**** Supplied material

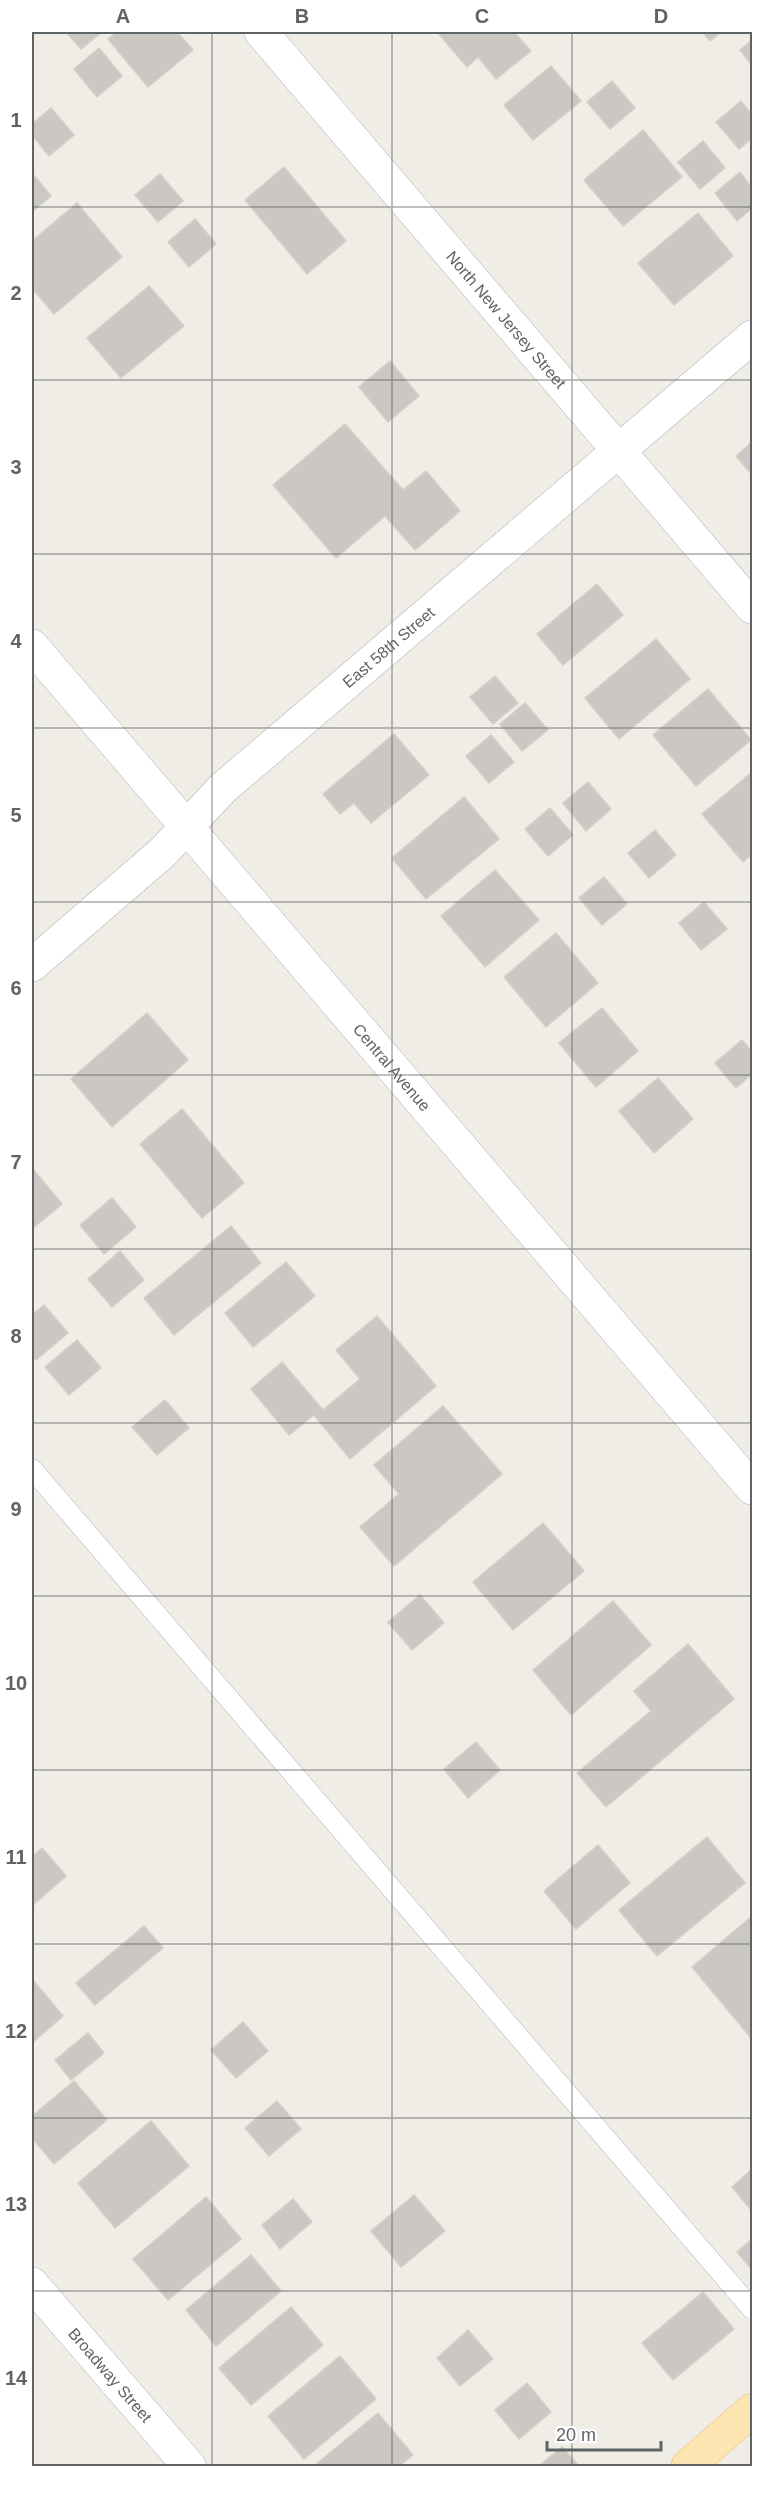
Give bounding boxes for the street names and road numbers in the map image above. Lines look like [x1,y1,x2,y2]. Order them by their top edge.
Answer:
street label: North New Jersey Street [443,248,570,392]
street label: East 58th Street [339,603,438,691]
street label: Central Avenue [350,1020,434,1114]
street label: Broadway Street [65,2325,156,2426]

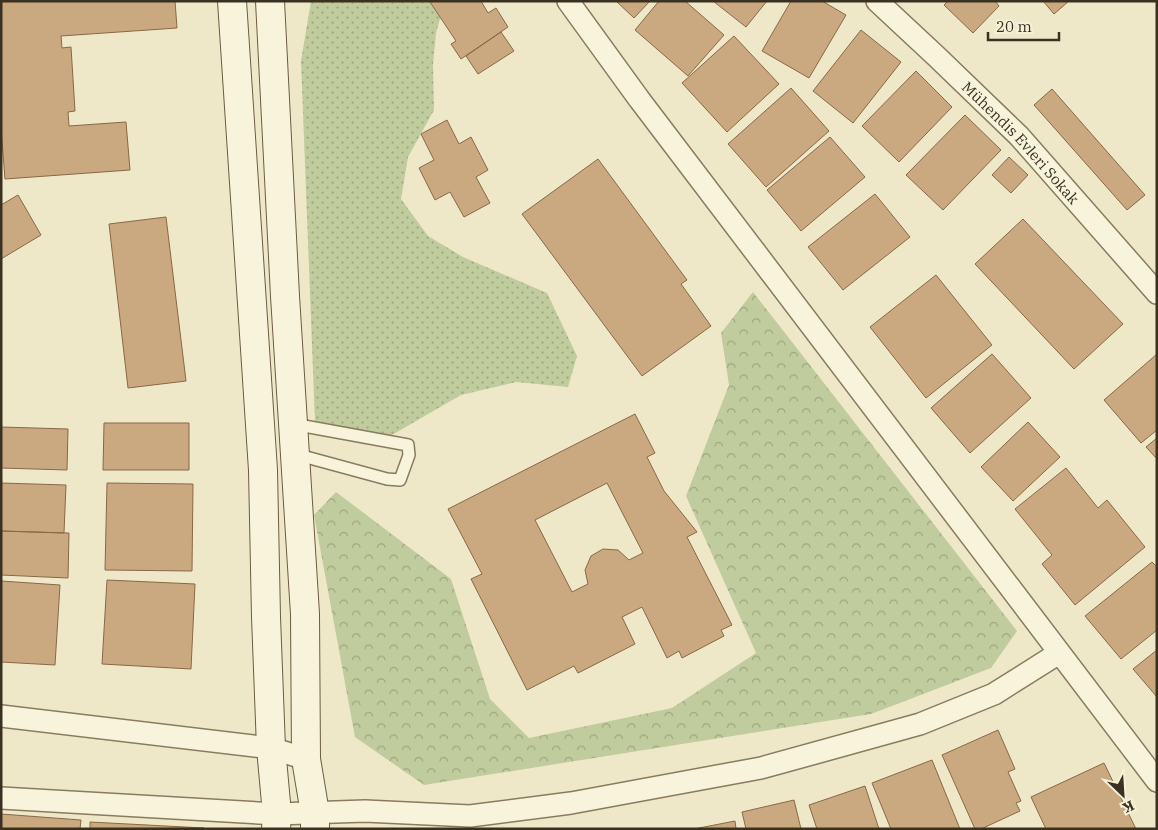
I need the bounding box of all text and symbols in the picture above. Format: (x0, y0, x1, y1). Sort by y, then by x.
scale bar (988, 10, 1059, 42)
text: 20 m (996, 17, 1032, 36)
street label: Mühendis Evleri Sokak (958, 77, 1084, 208)
north arrow (1098, 770, 1148, 820)
text: K (1120, 796, 1137, 817)

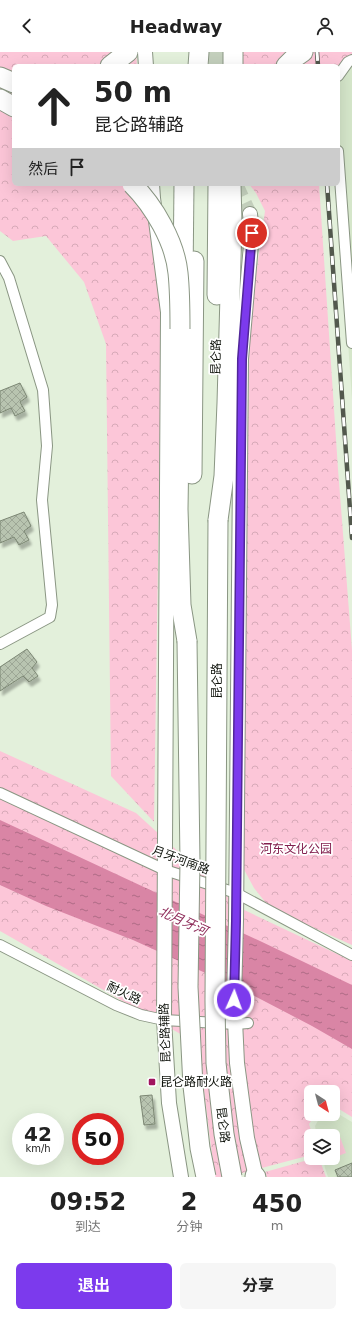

********

Problem statement.
All of the entries above need to be transcribed exactly, except for the pictures.

The answer.
Give bounding boxes for the street names and road numbers in the map image above. Lines look like [x1,y1,x2,y2]. Order them by their top edge.
Answer:
street label: North New Jersey Street [443,248,570,392]
street label: East 58th Street [339,603,438,691]
street label: Central Avenue [350,1020,434,1114]
street label: Broadway Street [65,2325,156,2426]

I need the bounding box of all text and symbols in the picture above. Format: (x0, y0, x1, y1). Sort by y, then by x.
scale bar (988, 10, 1059, 42)
text: 20 m (996, 17, 1032, 36)
street label: Mühendis Evleri Sokak (958, 77, 1084, 208)
north arrow (1098, 770, 1148, 820)
text: K (1120, 796, 1137, 817)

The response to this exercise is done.